Gáguim, a tientas, busca la bata junto a la estufa, se la pone y se dirige al dormitorio.
Marie Michailovna, al irse su marido, se mete en la cama a esperar que éste vuelva. Transcurren tres minutos de relativa tranquilidad, pero luego empieza a inquietarse.
—¡Cuánto tarda en volver!—piensa—. No faltaría más sino que topara con el ladrón.
Y en su imaginación se representa cómo en la obscura cocina Gáguim recibe en el cráneo un golpe de maza y muere sin proferir un grito; en el suelo hay un charco de sangre...
Pasan cinco minutos..., seis... Un sudor frío corre por sus sienes.
—¡Vasili!—grita—. ¡Vasili!
—¿Qué te sucede? ¿Por qué chillas?—le contesta su marido—. ¿Te ahorcan acaso?
Gáguim acércase y se sienta al borde de la cama.
—No hay nada—dice—; todo ha sido imaginación tuya. Puedes estar tranquila; tu estúpida Pelagia es tan virtuosa como Lucrecia. Eres muy cobarde, muy...
Y el consejero zahiere cuanto pudo a su mujer. Hállase desvelado y no siente la necesidad de dormir.
—Eres muy cobarde—prosigue—. Es necesario que mañana vayas a ver al doctor para que te cure esas alucinaciones; eres una histérica.
—Huele a brea o a cebolla.
—Sí; algo hay en la atmósfera que huele mal. Encendamos la vela. ¿Dónde están los fósforos? Te voy a enseñar el retrato de mi jefe, que ayer se despidió de nosotros y nos dió a cada uno su retrato con su autógrafo.
Gáguim enciende la vela. Antes de haber dado un solo paso en busca del retrato, unos pasos resuenan detrás de él y se oye un grito tremendo, salido de los labios de su mujer. Esta le contempla con asombro, coraje y espanto.

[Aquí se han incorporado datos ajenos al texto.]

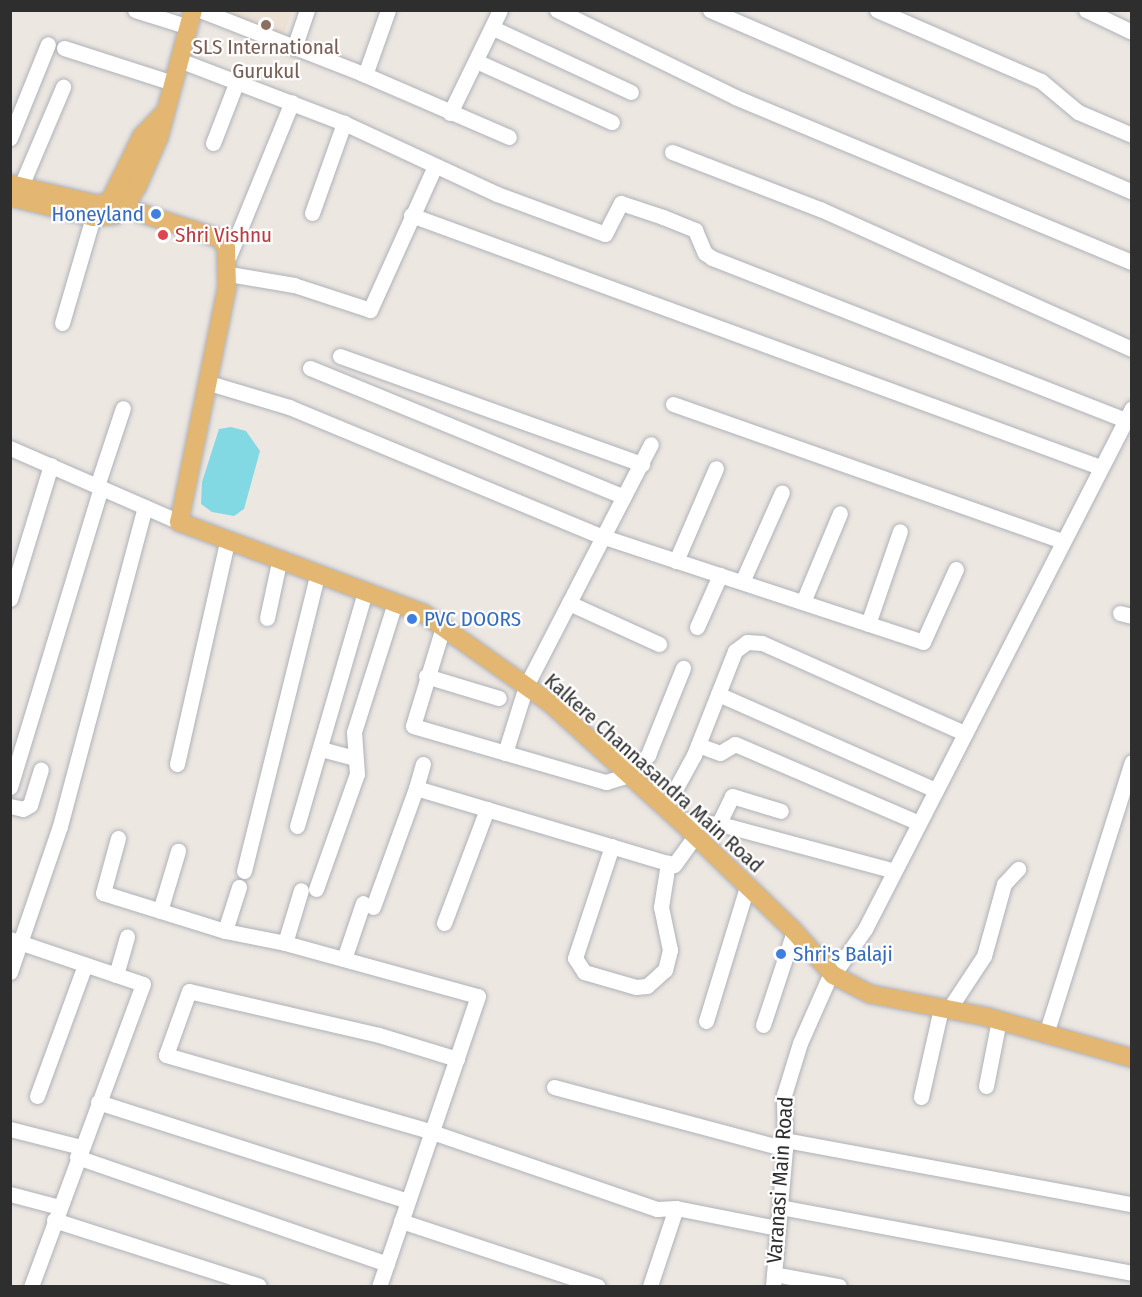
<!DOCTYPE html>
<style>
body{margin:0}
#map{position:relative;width:1142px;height:1297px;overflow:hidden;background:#ede7e2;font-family:"Fira Sans Condensed",sans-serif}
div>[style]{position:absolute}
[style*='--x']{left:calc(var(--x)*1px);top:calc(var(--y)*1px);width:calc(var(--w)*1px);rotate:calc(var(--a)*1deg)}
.education>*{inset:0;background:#ede1d4}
.water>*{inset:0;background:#82d9e3}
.roads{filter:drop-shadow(0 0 2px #aeb2b8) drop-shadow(0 0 2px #aeb2b8)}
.minor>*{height:15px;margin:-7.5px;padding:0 7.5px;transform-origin:7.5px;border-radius:7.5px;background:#fff}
.major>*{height:18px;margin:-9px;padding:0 9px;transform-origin:9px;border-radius:9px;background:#e3b672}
.dots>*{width:16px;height:16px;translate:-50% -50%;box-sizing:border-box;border:3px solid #fff;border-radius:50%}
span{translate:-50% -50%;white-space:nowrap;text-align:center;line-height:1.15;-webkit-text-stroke:4.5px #fff;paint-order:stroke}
.education-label{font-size:21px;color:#785e54}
.shop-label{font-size:21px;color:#366cbe}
.right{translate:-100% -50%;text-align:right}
.left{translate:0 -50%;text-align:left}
.health-label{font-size:21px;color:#be3a42}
.street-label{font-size:21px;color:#2e2e2e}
.frame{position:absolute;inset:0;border:12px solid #2e2e2e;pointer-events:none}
</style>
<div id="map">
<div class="education">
<i style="clip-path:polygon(210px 10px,292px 11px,282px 39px)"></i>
</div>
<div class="water">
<i style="clip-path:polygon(231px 427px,246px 431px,260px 451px,244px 509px,234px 516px,212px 512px,201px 504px,202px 482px,219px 429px)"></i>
</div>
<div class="roads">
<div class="minor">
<i style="--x:135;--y:10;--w:57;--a:17.5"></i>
<i style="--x:200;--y:10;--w:173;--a:21.4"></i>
<i style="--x:361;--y:73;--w:161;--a:23.4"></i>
<i style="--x:557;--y:10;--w:198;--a:26"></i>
<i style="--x:735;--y:97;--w:430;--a:22.6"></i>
<i style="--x:710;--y:10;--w:460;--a:23.3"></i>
<i style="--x:877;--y:10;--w:179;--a:23.4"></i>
<i style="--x:1041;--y:81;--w:48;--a:40"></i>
<i style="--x:1078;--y:112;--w:59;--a:23.1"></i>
<i style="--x:1086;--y:10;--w:51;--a:25.6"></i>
<i style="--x:493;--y:28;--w:152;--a:24.9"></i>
<i style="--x:64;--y:48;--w:114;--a:17.8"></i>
<i style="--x:294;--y:48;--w:40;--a:-71.1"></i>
<i style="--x:179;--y:60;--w:177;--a:20.9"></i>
<i style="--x:344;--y:123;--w:169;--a:24.9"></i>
<i style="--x:497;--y:194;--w:115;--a:20.3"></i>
<i style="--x:605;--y:234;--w:35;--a:-63"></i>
<i style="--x:621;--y:203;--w:44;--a:18.4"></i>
<i style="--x:663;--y:217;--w:35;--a:22"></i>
<i style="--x:695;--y:230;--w:25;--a:67"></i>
<i style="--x:705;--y:253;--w:9;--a:36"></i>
<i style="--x:712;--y:258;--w:444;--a:21.4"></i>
<i style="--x:476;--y:61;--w:149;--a:24.2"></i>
<i style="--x:365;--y:75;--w:69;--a:-70.5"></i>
<i style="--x:450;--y:113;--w:114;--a:-64.1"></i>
<i style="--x:10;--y:138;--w:101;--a:-68"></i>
<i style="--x:213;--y:143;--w:66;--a:-68.8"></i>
<i style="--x:672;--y:152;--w:159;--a:21.1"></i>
<i style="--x:820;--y:209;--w:342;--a:24.2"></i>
<i style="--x:21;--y:186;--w:108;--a:-67"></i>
<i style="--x:312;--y:213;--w:96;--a:-70.4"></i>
<i style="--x:411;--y:215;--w:734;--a:20.09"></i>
<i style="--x:229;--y:256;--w:166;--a:-67.8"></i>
<i style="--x:229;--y:274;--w:66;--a:9.6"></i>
<i style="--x:294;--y:285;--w:80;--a:18.2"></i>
<i style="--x:370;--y:310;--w:158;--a:-65.7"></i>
<i style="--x:62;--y:323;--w:110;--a:-73.7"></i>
<i style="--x:340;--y:356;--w:321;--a:19.7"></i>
<i style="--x:310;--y:368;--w:339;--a:22.3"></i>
<i style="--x:209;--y:383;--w:84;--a:16.7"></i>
<i style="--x:289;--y:407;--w:338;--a:22.5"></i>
<i style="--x:601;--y:536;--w:339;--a:18.2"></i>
<i style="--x:923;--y:642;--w:80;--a:-65.7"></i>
<i style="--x:673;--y:404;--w:411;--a:19.4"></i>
<i style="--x:10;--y:448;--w:184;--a:23.6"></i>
<i style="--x:97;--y:486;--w:82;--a:-71.6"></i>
<i style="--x:676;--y:561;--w:101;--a:-66.7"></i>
<i style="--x:742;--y:582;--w:98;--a:-66"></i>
<i style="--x:10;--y:599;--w:140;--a:-73"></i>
<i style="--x:803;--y:602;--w:96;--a:-67.4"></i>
<i style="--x:569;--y:603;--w:99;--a:24.5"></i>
<i style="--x:1120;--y:613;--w:12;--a:14"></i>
<i style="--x:267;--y:618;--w:57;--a:-77.9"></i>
<i style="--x:868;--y:624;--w:98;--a:-71"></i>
<i style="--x:443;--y:627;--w:103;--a:106.9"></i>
<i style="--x:413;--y:726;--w:201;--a:16.2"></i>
<i style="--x:606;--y:782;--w:24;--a:-17"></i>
<i style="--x:629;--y:775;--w:28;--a:-46"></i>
<i style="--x:648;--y:755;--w:94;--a:-68.1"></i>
<i style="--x:697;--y:627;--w:57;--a:-66.1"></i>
<i style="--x:426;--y:676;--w:76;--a:16.8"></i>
<i style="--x:718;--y:694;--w:238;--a:23.8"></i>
<i style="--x:698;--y:745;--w:23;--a:20"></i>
<i style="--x:720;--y:753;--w:17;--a:-31"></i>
<i style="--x:735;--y:744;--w:200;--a:23.2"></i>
<i style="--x:321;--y:749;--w:35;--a:15"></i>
<i style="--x:505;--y:753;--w:70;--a:-72.6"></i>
<i style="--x:526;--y:686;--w:272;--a:-62.7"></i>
<i style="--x:177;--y:764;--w:228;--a:-77.3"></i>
<i style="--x:10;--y:787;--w:313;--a:-73.1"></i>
<i style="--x:416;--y:788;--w:25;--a:-74"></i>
<i style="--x:10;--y:806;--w:13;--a:13"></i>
<i style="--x:23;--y:809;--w:8;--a:-30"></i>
<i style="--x:30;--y:805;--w:37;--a:-73"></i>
<i style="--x:665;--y:808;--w:60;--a:-61.3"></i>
<i style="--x:694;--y:755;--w:112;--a:-68.5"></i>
<i style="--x:735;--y:651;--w:15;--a:-37"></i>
<i style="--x:747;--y:642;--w:15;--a:4"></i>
<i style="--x:762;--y:643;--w:221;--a:24"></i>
<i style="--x:678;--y:819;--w:46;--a:7.4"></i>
<i style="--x:724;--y:825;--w:176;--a:15.1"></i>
<i style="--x:718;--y:825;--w:32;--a:-64"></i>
<i style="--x:732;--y:796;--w:51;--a:17"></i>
<i style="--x:297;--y:826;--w:244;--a:-73.8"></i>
<i style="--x:118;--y:838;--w:57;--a:105.3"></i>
<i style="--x:103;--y:893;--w:128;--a:17.3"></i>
<i style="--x:612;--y:846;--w:118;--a:108.3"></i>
<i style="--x:575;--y:958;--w:17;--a:57"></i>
<i style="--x:584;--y:972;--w:54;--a:16.1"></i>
<i style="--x:636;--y:987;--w:11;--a:-5"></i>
<i style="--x:647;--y:986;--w:24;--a:-42"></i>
<i style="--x:665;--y:970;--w:21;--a:-76"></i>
<i style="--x:670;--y:950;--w:44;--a:-101.8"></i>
<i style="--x:661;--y:907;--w:45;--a:-81"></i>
<i style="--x:244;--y:871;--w:305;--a:-76.1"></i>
<i style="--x:239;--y:887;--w:46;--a:107.7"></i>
<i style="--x:225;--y:931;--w:61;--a:11.3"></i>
<i style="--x:285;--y:943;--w:200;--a:15.4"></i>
<i style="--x:478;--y:996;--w:306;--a:108.8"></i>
<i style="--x:316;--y:889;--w:122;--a:-70.4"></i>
<i style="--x:357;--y:774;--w:42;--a:-94.1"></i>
<i style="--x:354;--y:732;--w:135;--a:-72.4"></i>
<i style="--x:373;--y:907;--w:127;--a:-70.1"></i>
<i style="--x:416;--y:788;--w:269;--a:16.6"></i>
<i style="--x:674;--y:865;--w:36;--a:-54"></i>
<i style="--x:160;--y:911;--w:63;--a:-73.3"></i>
<i style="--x:444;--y:923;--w:122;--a:-69.3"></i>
<i style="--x:10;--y:939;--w:140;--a:18.7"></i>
<i style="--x:143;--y:984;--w:322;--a:110.3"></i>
<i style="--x:285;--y:943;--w:55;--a:-73.2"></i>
<i style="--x:344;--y:959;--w:59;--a:-71.3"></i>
<i style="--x:10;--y:972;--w:154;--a:-71.1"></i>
<i style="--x:60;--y:826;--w:330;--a:-75.1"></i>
<i style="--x:116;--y:975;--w:40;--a:-74"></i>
<i style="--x:833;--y:975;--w:56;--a:-55.2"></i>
<i style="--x:865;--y:929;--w:585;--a:-62.87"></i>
<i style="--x:949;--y:1009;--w:64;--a:-56.6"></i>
<i style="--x:984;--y:956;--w:75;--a:-74.5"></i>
<i style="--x:1004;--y:884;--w:21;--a:-47"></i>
<i style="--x:706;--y:1021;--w:140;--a:-73"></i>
<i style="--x:763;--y:1025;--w:99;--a:-71.7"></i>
<i style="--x:1046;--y:1034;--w:285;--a:-72.5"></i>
<i style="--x:457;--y:1059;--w:82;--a:-162.9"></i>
<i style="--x:379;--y:1035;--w:195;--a:-167"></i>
<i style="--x:189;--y:991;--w:68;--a:109.8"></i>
<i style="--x:166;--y:1055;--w:277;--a:16.1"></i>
<i style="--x:432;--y:1132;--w:238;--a:18.9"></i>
<i style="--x:657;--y:1209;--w:19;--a:-3"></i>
<i style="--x:676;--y:1208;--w:103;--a:11.2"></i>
<i style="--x:986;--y:1086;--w:67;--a:-78.9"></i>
<i style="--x:554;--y:1087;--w:239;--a:15"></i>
<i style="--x:37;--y:1096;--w:140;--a:-69.9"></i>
<i style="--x:921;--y:1097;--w:91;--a:-77.3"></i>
<i style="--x:98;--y:1102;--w:325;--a:17.7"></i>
<i style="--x:10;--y:1129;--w:73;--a:14.2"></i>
<i style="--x:785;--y:1140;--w:353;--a:10.5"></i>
<i style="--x:77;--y:1157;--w:328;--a:19"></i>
<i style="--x:10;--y:1194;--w:51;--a:14.9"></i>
<i style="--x:780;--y:1207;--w:358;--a:10.6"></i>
<i style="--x:54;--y:1220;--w:215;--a:17.8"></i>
<i style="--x:401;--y:1221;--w:207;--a:18.3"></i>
<i style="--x:774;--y:1274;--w:66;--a:10.5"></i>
<i style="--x:650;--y:1286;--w:82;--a:-71.6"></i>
<i style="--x:773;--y:1286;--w:138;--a:-85"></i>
<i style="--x:785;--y:1149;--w:54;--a:-91.1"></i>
<i style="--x:784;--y:1095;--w:54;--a:-72.9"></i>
<i style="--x:800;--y:1043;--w:77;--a:-66.1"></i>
</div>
<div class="major">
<i style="--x:10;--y:184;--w:88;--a:13.1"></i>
<i style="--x:96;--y:204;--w:13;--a:-4"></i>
<i style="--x:109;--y:203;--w:115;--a:17.7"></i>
<i style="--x:219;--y:238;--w:11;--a:52"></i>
<i style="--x:226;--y:247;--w:40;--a:88.6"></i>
<i style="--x:227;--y:287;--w:240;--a:101.5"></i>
<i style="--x:179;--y:522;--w:260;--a:20.5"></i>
<i style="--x:423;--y:613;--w:156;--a:35.3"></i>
<i style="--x:550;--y:703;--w:173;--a:42.2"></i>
<i style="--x:678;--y:819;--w:161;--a:44"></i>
<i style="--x:794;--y:931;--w:59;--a:48.4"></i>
<i style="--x:833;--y:975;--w:42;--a:27.2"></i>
<i style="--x:870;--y:994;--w:119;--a:11.1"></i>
<i style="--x:987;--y:1017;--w:151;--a:15.8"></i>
<i style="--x:10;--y:197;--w:85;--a:13.5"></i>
<i style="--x:93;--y:217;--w:22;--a:-5"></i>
<i style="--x:115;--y:215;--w:10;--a:-37"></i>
<i style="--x:123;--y:209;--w:26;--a:-58"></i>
<i style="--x:137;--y:187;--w:55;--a:-66.3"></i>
<i style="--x:159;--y:137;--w:131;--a:-75"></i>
<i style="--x:109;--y:203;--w:75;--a:-63.8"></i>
<i style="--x:142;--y:136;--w:32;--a:-46"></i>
</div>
</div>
<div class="dots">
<i style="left:266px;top:25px;background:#8d6e63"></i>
<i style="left:156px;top:214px;background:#3f7fe0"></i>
<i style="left:163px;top:235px;background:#e0444e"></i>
<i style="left:412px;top:619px;background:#3f7fe0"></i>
<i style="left:781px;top:954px;background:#3f7fe0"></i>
</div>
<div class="education-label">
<span style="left:266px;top:59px">SLS International<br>Gurukul</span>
</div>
<div class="shop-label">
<span class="right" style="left:144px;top:214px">Honeyland</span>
<span class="left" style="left:424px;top:619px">PVC DOORS</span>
<span class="left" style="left:793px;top:954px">Shri's Balaji</span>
</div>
<div class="health-label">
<span class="left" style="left:175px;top:235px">Shri Vishnu</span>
</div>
<div class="street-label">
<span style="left:654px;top:773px;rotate:42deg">Kalkere Channasandra Main Road</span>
<span style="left:780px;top:1180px;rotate:-86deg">Varanasi Main Road</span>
</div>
<div class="frame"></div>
</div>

—¿Has cogido esa bata de la cocina?—le pregunta con voz sorda.
—¿Por qué lo dices?
—Contémplate.
El consejero mírase al espejo y prorrumpe en un ¡ah! fenomenal. Sobre sus hombros, en lugar de su bata, ve el capote del bombero.
¿Cómo ha podido ir a parar ahí?
Mientras él trata de explicarse la cosa, su mujer se imagina otro cuadro terrible; su marido entra en la cocina; todo está obscuro, silencioso; se oye un cuchicheo, etc., etc., etc.
¿Qué es lo que pasa entre Gáguim y la cocinera? Marie Michailovna da rienda suelta a sus cavilaciones.